TASK INPUT Start Marker

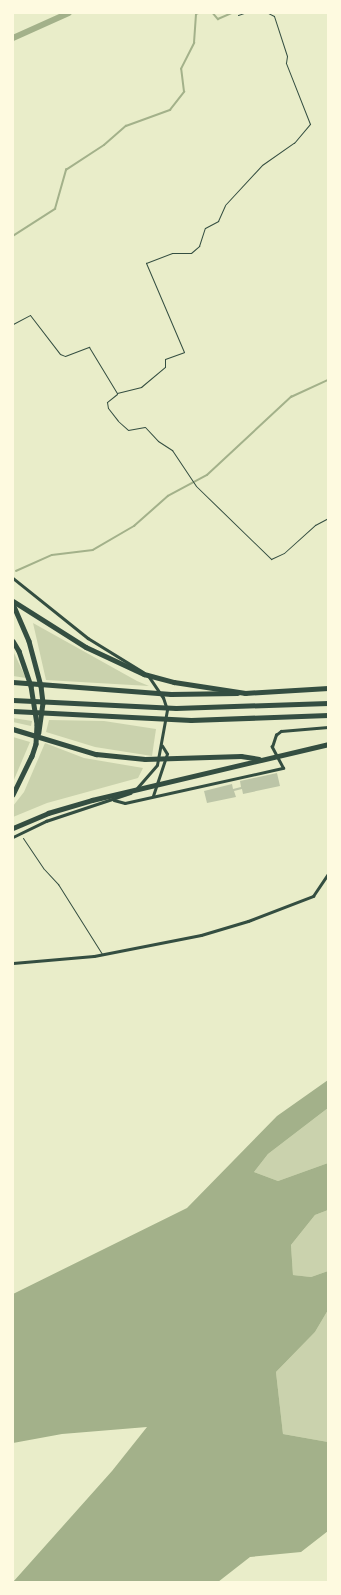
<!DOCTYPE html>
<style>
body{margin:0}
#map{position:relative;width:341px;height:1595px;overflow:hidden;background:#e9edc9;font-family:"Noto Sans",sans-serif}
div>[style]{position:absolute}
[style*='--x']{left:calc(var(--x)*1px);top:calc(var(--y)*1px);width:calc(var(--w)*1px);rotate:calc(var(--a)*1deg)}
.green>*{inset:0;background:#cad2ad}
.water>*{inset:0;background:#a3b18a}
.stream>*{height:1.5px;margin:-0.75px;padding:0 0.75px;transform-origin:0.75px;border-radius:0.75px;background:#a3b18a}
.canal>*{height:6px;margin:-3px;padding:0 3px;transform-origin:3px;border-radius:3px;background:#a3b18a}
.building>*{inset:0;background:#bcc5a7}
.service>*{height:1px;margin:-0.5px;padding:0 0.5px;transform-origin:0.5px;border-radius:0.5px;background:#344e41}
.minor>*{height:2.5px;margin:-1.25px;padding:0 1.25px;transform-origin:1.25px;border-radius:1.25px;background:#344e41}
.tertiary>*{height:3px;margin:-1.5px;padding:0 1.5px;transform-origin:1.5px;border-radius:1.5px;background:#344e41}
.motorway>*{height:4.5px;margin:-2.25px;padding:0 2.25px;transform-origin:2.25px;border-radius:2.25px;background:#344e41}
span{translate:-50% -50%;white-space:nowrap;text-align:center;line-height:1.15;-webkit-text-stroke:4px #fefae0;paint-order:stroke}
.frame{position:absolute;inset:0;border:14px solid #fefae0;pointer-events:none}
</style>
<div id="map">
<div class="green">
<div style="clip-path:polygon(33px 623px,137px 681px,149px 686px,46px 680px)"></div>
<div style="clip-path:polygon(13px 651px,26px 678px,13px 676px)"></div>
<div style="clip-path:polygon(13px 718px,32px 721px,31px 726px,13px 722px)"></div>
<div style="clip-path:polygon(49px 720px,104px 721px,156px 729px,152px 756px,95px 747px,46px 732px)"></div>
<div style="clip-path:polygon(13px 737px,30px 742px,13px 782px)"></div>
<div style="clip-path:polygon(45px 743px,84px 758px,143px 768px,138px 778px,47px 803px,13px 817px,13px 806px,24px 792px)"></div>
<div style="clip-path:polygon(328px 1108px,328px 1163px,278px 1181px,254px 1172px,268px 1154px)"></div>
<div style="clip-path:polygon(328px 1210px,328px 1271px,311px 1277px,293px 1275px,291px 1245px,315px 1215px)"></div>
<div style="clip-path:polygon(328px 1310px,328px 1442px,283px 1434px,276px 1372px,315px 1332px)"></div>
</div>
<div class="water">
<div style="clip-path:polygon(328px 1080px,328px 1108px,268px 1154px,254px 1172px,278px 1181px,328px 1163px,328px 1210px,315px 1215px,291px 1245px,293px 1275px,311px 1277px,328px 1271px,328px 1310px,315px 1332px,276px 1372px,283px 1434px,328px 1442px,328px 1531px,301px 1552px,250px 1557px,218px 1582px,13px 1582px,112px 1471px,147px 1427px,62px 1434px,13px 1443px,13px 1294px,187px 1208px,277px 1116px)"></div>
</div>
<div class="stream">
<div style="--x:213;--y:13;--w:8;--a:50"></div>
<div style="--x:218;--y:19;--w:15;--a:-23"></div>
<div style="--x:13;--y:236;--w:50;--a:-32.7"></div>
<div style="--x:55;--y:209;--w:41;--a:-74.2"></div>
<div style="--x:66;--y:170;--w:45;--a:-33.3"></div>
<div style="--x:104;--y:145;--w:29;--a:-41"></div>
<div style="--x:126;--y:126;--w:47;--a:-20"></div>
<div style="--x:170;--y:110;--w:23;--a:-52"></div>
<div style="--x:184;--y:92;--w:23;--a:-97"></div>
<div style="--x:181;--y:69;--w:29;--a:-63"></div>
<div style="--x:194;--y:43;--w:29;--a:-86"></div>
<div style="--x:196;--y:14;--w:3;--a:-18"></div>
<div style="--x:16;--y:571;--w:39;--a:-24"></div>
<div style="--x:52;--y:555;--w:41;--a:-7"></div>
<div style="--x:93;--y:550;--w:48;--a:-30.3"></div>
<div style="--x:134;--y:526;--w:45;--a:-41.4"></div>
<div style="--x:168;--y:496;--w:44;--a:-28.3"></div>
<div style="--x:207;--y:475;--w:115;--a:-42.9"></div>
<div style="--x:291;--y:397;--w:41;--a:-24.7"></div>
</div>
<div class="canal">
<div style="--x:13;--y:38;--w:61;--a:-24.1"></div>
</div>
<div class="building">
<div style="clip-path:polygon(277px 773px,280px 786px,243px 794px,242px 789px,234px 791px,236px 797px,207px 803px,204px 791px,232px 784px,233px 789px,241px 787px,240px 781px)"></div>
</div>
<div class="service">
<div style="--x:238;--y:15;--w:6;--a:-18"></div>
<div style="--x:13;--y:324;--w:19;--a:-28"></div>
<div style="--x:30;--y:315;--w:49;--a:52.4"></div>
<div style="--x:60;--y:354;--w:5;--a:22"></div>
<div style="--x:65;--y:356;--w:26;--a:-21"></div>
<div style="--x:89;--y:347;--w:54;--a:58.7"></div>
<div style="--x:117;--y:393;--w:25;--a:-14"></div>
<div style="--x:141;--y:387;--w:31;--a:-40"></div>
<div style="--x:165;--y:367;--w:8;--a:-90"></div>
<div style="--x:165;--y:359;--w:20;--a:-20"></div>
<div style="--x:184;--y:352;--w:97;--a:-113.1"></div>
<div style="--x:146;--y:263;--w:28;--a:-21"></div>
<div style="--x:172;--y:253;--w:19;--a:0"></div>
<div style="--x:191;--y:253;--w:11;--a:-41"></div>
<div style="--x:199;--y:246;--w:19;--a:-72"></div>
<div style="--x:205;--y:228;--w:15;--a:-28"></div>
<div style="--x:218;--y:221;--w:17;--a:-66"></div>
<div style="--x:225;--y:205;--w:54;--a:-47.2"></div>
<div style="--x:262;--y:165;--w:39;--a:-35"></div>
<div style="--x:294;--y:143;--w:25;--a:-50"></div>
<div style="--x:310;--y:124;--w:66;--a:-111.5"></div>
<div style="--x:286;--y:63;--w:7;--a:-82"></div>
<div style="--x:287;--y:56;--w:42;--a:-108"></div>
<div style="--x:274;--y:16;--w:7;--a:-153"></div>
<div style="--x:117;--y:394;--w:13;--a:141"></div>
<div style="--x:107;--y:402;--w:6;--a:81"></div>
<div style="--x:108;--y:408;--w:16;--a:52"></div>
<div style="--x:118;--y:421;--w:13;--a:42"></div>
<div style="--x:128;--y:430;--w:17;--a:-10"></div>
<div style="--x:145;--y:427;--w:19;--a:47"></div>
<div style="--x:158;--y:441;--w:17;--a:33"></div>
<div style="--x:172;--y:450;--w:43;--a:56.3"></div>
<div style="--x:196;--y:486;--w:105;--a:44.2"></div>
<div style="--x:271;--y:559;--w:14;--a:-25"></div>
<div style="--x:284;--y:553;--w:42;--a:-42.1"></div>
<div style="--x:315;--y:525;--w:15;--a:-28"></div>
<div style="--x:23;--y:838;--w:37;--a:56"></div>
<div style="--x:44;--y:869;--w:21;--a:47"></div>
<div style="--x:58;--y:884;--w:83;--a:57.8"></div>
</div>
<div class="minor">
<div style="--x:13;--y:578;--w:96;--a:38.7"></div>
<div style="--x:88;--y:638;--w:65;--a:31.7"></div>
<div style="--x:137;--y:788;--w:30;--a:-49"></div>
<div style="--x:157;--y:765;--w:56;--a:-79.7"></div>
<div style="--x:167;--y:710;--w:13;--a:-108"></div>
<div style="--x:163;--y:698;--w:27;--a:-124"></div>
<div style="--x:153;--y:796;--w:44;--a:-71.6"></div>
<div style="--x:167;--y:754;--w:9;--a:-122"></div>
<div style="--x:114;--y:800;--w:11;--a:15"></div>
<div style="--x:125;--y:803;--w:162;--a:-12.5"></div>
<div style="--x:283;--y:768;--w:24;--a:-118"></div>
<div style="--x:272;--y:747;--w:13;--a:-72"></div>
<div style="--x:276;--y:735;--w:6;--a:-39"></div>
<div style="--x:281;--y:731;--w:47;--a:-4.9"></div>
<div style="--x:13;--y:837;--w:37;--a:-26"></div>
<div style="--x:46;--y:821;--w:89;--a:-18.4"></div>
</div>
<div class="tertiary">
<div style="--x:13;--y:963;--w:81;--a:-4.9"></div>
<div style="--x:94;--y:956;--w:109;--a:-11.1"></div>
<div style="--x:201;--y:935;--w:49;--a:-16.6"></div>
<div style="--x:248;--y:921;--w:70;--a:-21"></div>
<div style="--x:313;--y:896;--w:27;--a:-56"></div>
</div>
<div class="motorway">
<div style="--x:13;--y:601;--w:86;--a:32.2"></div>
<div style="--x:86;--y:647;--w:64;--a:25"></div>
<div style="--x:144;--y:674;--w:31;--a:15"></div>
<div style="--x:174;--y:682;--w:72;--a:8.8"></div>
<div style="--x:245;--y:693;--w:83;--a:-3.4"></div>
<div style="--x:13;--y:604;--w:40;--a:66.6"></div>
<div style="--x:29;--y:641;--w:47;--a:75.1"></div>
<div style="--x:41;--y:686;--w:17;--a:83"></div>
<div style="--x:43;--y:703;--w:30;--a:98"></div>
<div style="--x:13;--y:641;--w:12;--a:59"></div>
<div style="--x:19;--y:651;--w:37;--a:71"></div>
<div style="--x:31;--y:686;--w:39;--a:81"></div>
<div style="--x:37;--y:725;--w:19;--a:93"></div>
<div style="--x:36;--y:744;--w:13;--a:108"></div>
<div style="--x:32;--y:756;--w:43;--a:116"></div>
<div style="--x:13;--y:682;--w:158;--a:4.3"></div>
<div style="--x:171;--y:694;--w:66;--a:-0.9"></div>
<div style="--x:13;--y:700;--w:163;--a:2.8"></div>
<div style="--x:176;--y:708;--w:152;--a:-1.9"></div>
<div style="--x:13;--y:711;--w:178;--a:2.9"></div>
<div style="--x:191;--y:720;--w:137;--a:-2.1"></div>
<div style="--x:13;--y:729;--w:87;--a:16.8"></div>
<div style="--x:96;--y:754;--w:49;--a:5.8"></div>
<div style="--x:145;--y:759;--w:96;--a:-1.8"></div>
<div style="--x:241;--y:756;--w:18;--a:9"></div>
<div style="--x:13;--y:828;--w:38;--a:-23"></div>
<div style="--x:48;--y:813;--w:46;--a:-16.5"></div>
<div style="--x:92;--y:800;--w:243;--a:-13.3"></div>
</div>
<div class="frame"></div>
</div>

TASK INPUT End Marker

ASSIGNED TASK: Scan the entries above for the string "absolute" and copy each line that contains it.

SOLVED PROBLEM:
div>[style]{position:absolute}
.frame{position:absolute;inset:0;border:14px solid #fefae0;pointer-events:none}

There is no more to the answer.